REQUIRED WORK:
Every record below is to be restated verbatim, though its images are not.

[Items from a data source]
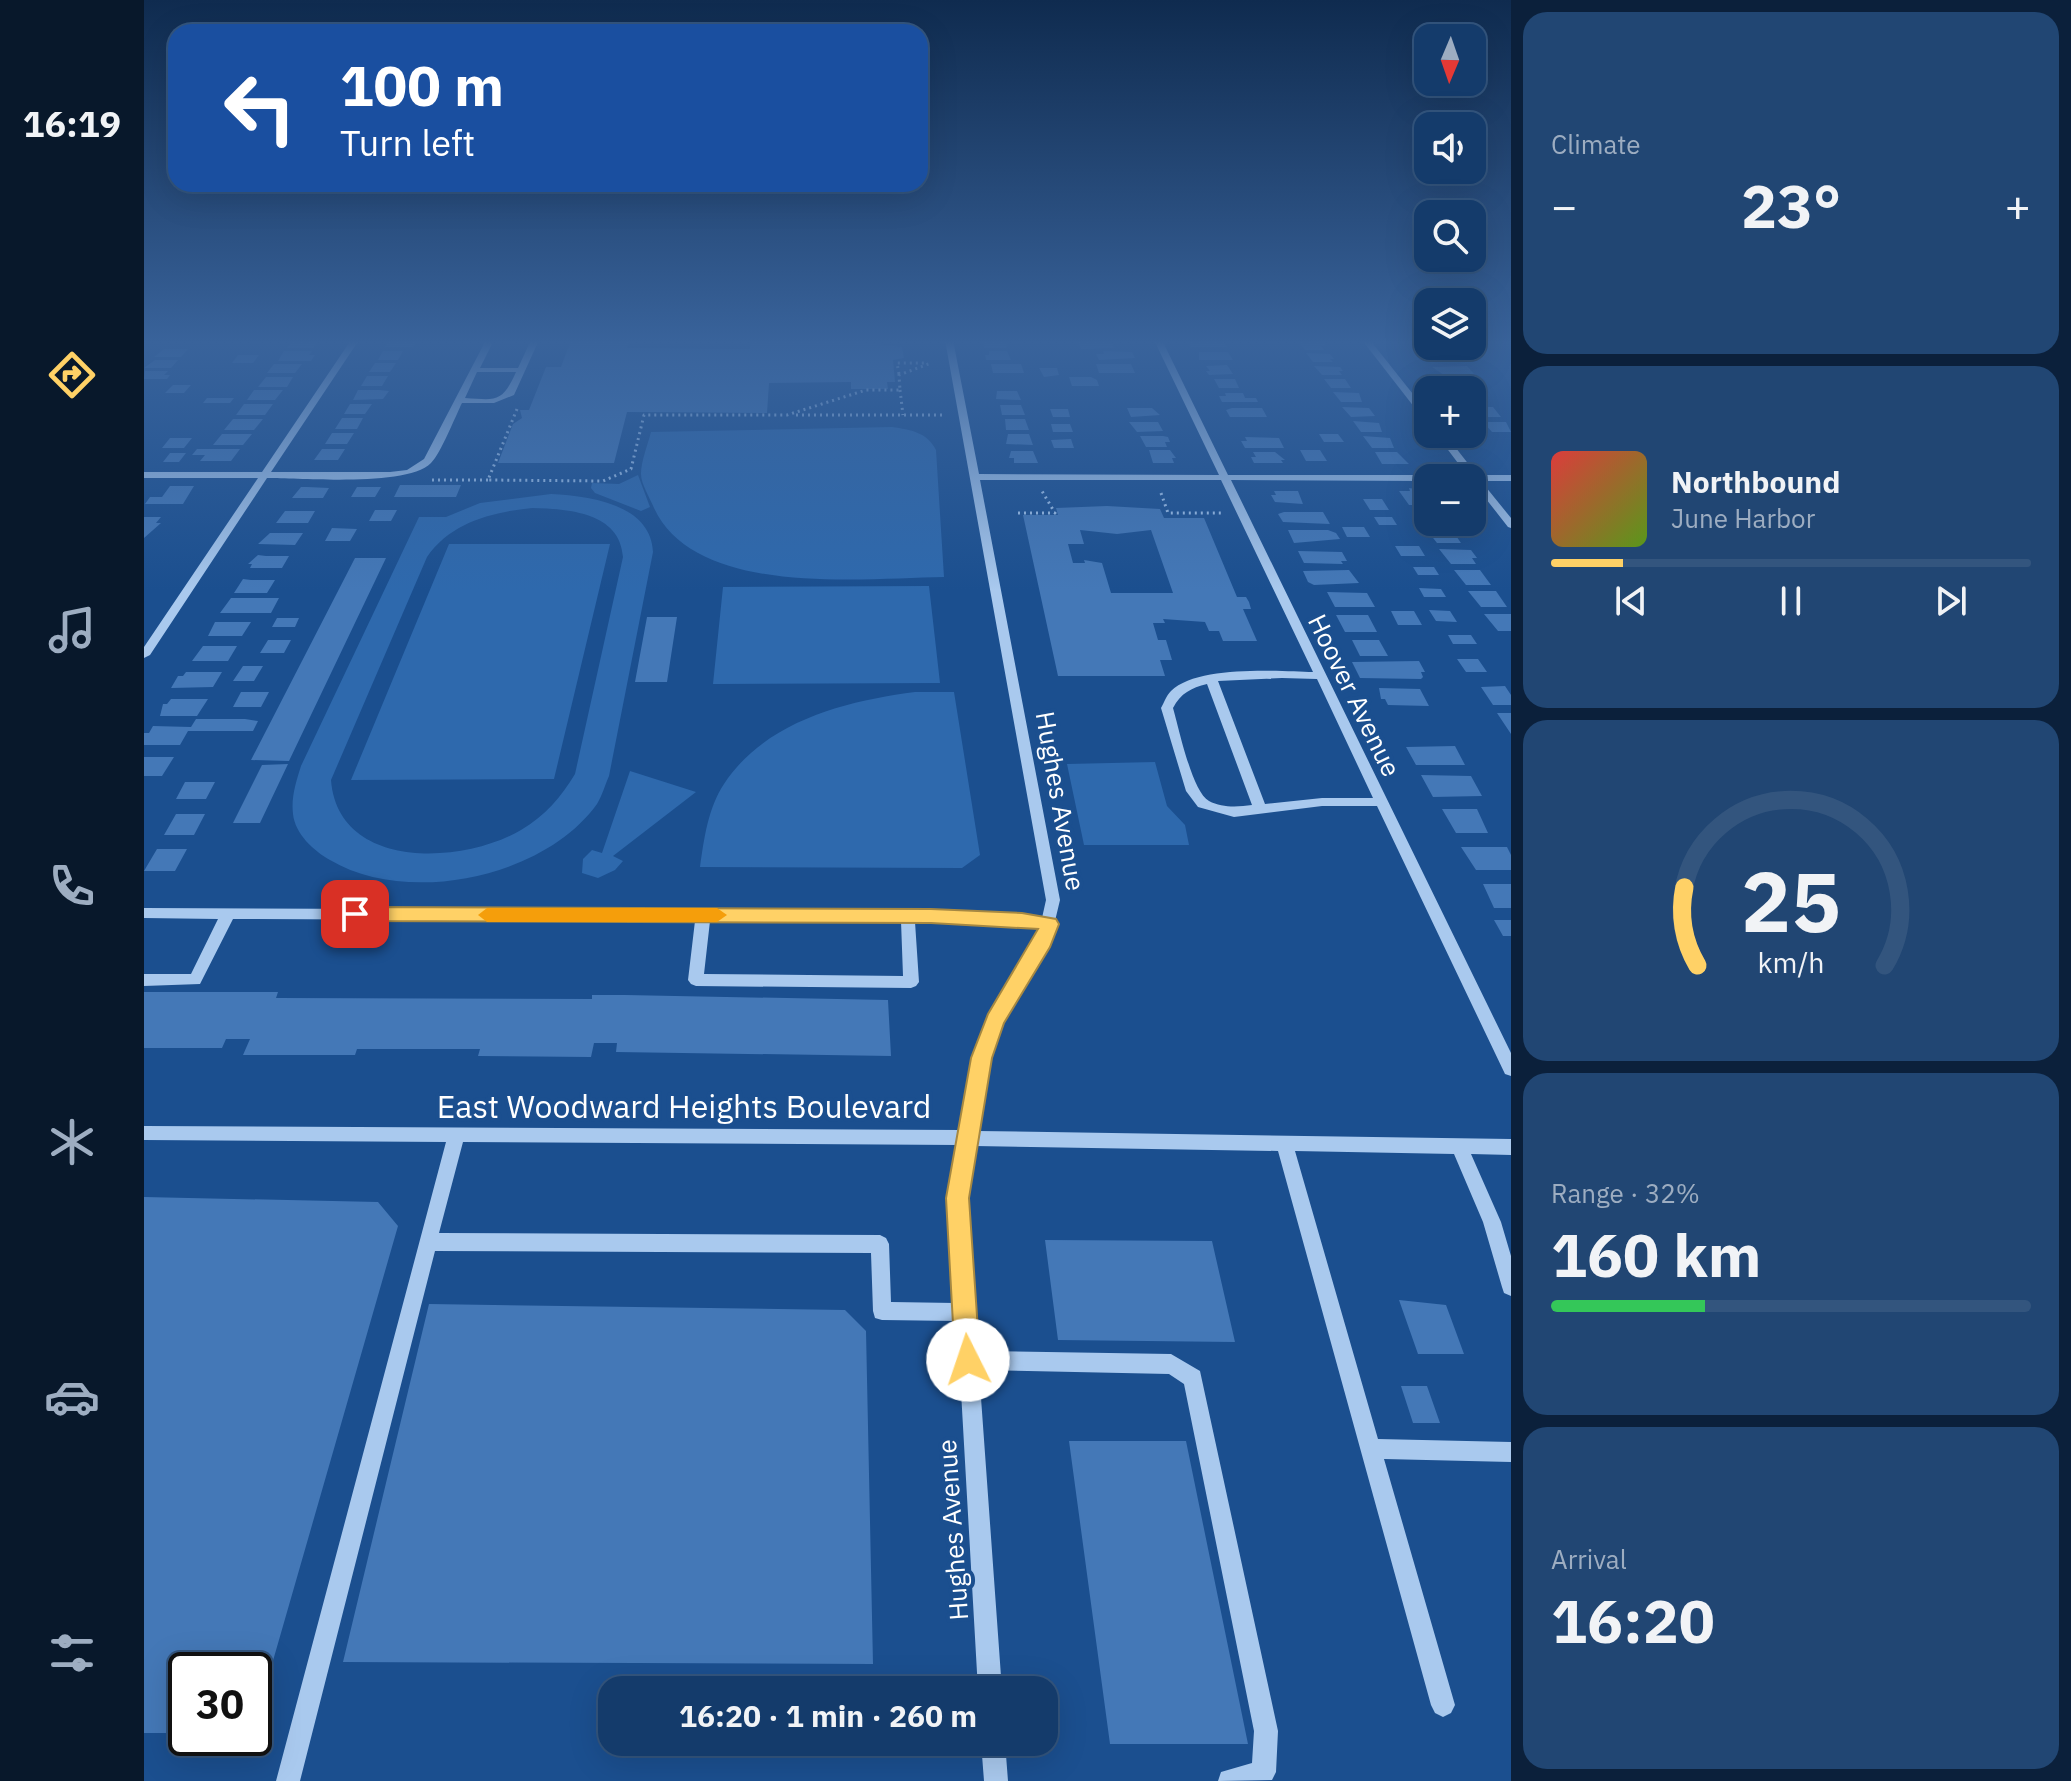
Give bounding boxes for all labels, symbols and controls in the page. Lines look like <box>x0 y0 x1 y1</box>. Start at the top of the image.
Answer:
north arrow <box>1414 24 1486 96</box>
map controls <box>1414 24 1486 536</box>
text: 100 m <box>340 49 504 121</box>
icon: left <box>208 56 312 160</box>
text: 16:19 <box>23 100 121 147</box>
button: sound <box>1414 112 1486 184</box>
text: Turn left <box>340 119 475 166</box>
text: Climate <box>1551 127 1641 161</box>
text: 23° <box>1741 166 1841 245</box>
text: − <box>1551 177 1577 234</box>
text: + <box>2005 177 2031 234</box>
button: search <box>1414 200 1486 272</box>
button: layers <box>1414 288 1486 360</box>
icon: directions <box>44 347 100 403</box>
button: + <box>1414 376 1486 448</box>
text: Northbound <box>1671 462 1840 501</box>
button: − <box>1414 464 1486 536</box>
text: June Harbor <box>1671 501 1815 535</box>
icon: previous <box>1609 579 1653 623</box>
icon: pause <box>1769 579 1813 623</box>
icon: next <box>1929 579 1973 623</box>
icon: music <box>44 602 100 658</box>
street label: Hoover Avenue <box>1301 608 1409 782</box>
street label: Hughes Avenue <box>1028 709 1094 893</box>
text: 25 <box>1741 847 1841 955</box>
icon: phone <box>44 858 100 914</box>
pin <box>321 880 389 948</box>
icon: arrive <box>333 892 377 936</box>
text: km/h <box>1757 945 1825 982</box>
street label: East Woodward Heights Boulevard <box>437 1085 931 1127</box>
icon: climate <box>44 1114 100 1170</box>
text: Range · 32% <box>1551 1176 1700 1210</box>
text: 160 km <box>1551 1215 1761 1294</box>
position arrow <box>926 1318 1010 1402</box>
icon: car <box>44 1369 100 1425</box>
street label: Hughes Avenue <box>929 1438 975 1622</box>
text: Arrival <box>1551 1542 1627 1576</box>
text: 16:20 <box>1551 1581 1715 1660</box>
icon: filters <box>44 1625 100 1681</box>
speed limit sign: 30 <box>168 1652 272 1756</box>
text: 16:20 · 1 min · 260 m <box>679 1696 977 1735</box>

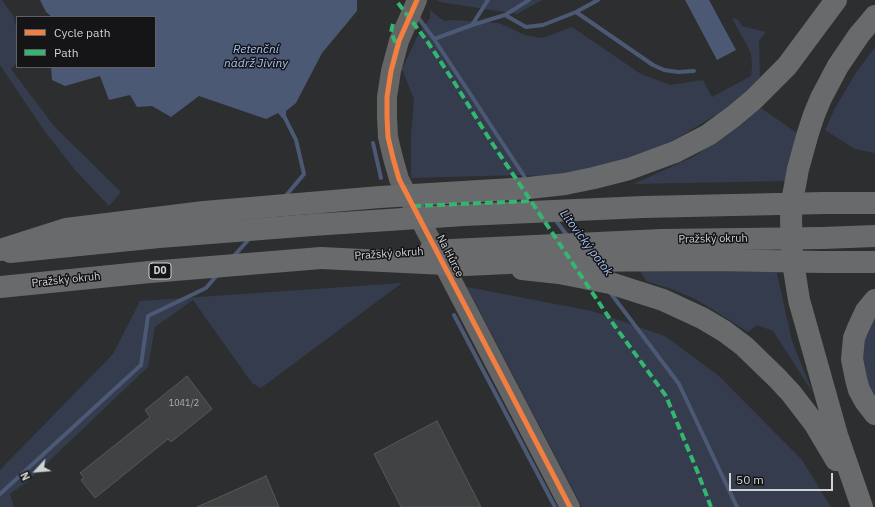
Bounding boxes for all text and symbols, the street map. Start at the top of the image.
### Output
legend [16,16,156,68]
text: Cycle path [54,25,111,40]
water label: Retenční nádrž Jiviny [224,43,288,71]
text: Path [54,45,79,60]
water label: Litovický potok [557,207,615,279]
street label: Pražský okruh [678,232,748,246]
street label: Na Hůrce [434,233,466,279]
street label: Pražský okruh [354,245,424,263]
road number: D0 [149,263,171,279]
street label: Pražský okruh [31,270,101,290]
house number: 1041/2 [169,398,199,408]
north arrow [16,451,56,491]
scale bar [731,465,835,491]
text: N [17,470,33,483]
text: 50 m [736,472,764,487]

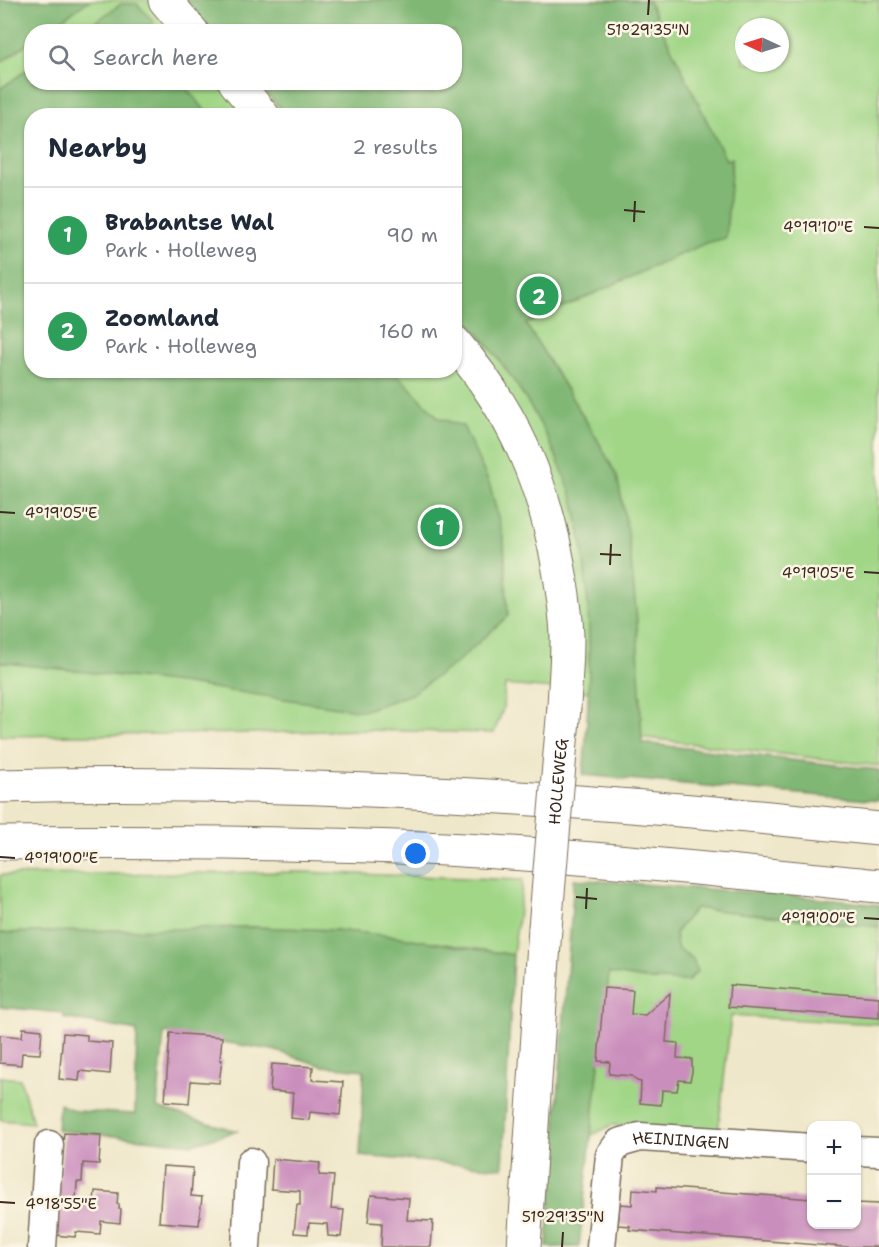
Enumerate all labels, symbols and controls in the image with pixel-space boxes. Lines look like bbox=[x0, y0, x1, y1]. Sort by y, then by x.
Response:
north arrow bbox=[735, 18, 789, 72]
text: 51°29'35"N bbox=[607, 20, 689, 40]
search box bbox=[24, 24, 462, 90]
icon: search bbox=[45, 41, 78, 74]
text: Search here bbox=[93, 43, 219, 72]
text: Nearby bbox=[48, 130, 147, 165]
text: 2 results bbox=[352, 134, 438, 160]
text: Brabantse Wal bbox=[105, 208, 274, 237]
text: 4°19'10"E bbox=[783, 217, 853, 237]
text: 1 bbox=[63, 222, 72, 248]
text: 90 m bbox=[386, 222, 438, 248]
text: Park · Holleweg bbox=[105, 237, 257, 263]
pin: 2 bbox=[520, 274, 558, 318]
text: Zoomland bbox=[105, 304, 219, 333]
text: 2 bbox=[61, 318, 75, 344]
text: 160 m bbox=[379, 318, 438, 344]
text: Park · Holleweg bbox=[105, 333, 257, 359]
text: 4°19'05"E bbox=[25, 503, 97, 523]
pin: 1 bbox=[420, 504, 460, 550]
text: 4°19'05"E bbox=[782, 563, 854, 583]
street label: HOLLEWEG bbox=[544, 738, 572, 826]
your location bbox=[401, 839, 430, 868]
text: 4°19'00"E bbox=[24, 848, 98, 868]
text: 4°19'00"E bbox=[781, 908, 855, 928]
map controls bbox=[807, 1121, 861, 1229]
button: + bbox=[807, 1121, 861, 1175]
street label: HEININGEN bbox=[630, 1126, 730, 1154]
button: − bbox=[807, 1175, 861, 1229]
text: 4°18'55"E bbox=[25, 1194, 97, 1214]
text: 51°29'35"N bbox=[522, 1207, 604, 1227]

ANSWER BOX:
Give bounding boxes for all labels, symbols and controls in the page. Lines look like <box>x0 y0 x1 y1</box>. Start at the top of the image.
Answer:
north arrow <box>1414 24 1486 96</box>
map controls <box>1414 24 1486 536</box>
text: 100 m <box>340 49 504 121</box>
icon: left <box>208 56 312 160</box>
text: 16:19 <box>23 100 121 147</box>
button: sound <box>1414 112 1486 184</box>
text: Turn left <box>340 119 475 166</box>
text: Climate <box>1551 127 1641 161</box>
text: 23° <box>1741 166 1841 245</box>
text: − <box>1551 177 1577 234</box>
text: + <box>2005 177 2031 234</box>
button: search <box>1414 200 1486 272</box>
button: layers <box>1414 288 1486 360</box>
icon: directions <box>44 347 100 403</box>
button: + <box>1414 376 1486 448</box>
text: Northbound <box>1671 462 1840 501</box>
button: − <box>1414 464 1486 536</box>
text: June Harbor <box>1671 501 1815 535</box>
icon: previous <box>1609 579 1653 623</box>
icon: pause <box>1769 579 1813 623</box>
icon: next <box>1929 579 1973 623</box>
icon: music <box>44 602 100 658</box>
street label: Hoover Avenue <box>1301 608 1409 782</box>
street label: Hughes Avenue <box>1028 709 1094 893</box>
text: 25 <box>1741 847 1841 955</box>
icon: phone <box>44 858 100 914</box>
pin <box>321 880 389 948</box>
icon: arrive <box>333 892 377 936</box>
text: km/h <box>1757 945 1825 982</box>
street label: East Woodward Heights Boulevard <box>437 1085 931 1127</box>
icon: climate <box>44 1114 100 1170</box>
text: Range · 32% <box>1551 1176 1700 1210</box>
text: 160 km <box>1551 1215 1761 1294</box>
position arrow <box>926 1318 1010 1402</box>
icon: car <box>44 1369 100 1425</box>
street label: Hughes Avenue <box>929 1438 975 1622</box>
text: Arrival <box>1551 1542 1627 1576</box>
text: 16:20 <box>1551 1581 1715 1660</box>
icon: filters <box>44 1625 100 1681</box>
speed limit sign: 30 <box>168 1652 272 1756</box>
text: 16:20 · 1 min · 260 m <box>679 1696 977 1735</box>

Bounding boxes for all text and symbols, the street map. Start at the top of the image.
### Output
legend [16,16,156,68]
text: Cycle path [54,25,111,40]
water label: Retenční nádrž Jiviny [224,43,288,71]
text: Path [54,45,79,60]
water label: Litovický potok [557,207,615,279]
street label: Pražský okruh [678,232,748,246]
street label: Na Hůrce [434,233,466,279]
street label: Pražský okruh [354,245,424,263]
road number: D0 [149,263,171,279]
street label: Pražský okruh [31,270,101,290]
house number: 1041/2 [169,398,199,408]
north arrow [16,451,56,491]
scale bar [731,465,835,491]
text: N [17,470,33,483]
text: 50 m [736,472,764,487]

Enumerate all labels, symbols and controls in the image with pixel-space boxes. Lines look like bbox=[x0, y0, x1, y1]. Sort by y, then by x.
Response:
north arrow bbox=[735, 18, 789, 72]
text: 51°29'35"N bbox=[607, 20, 689, 40]
search box bbox=[24, 24, 462, 90]
icon: search bbox=[45, 41, 78, 74]
text: Search here bbox=[93, 43, 219, 72]
text: Nearby bbox=[48, 130, 147, 165]
text: 2 results bbox=[352, 134, 438, 160]
text: Brabantse Wal bbox=[105, 208, 274, 237]
text: 4°19'10"E bbox=[783, 217, 853, 237]
text: 1 bbox=[63, 222, 72, 248]
text: 90 m bbox=[386, 222, 438, 248]
text: Park · Holleweg bbox=[105, 237, 257, 263]
pin: 2 bbox=[520, 274, 558, 318]
text: Zoomland bbox=[105, 304, 219, 333]
text: 2 bbox=[61, 318, 75, 344]
text: 160 m bbox=[379, 318, 438, 344]
text: Park · Holleweg bbox=[105, 333, 257, 359]
text: 4°19'05"E bbox=[25, 503, 97, 523]
pin: 1 bbox=[420, 504, 460, 550]
text: 4°19'05"E bbox=[782, 563, 854, 583]
street label: HOLLEWEG bbox=[544, 738, 572, 826]
your location bbox=[401, 839, 430, 868]
text: 4°19'00"E bbox=[24, 848, 98, 868]
text: 4°19'00"E bbox=[781, 908, 855, 928]
map controls bbox=[807, 1121, 861, 1229]
button: + bbox=[807, 1121, 861, 1175]
street label: HEININGEN bbox=[630, 1126, 730, 1154]
button: − bbox=[807, 1175, 861, 1229]
text: 4°18'55"E bbox=[25, 1194, 97, 1214]
text: 51°29'35"N bbox=[522, 1207, 604, 1227]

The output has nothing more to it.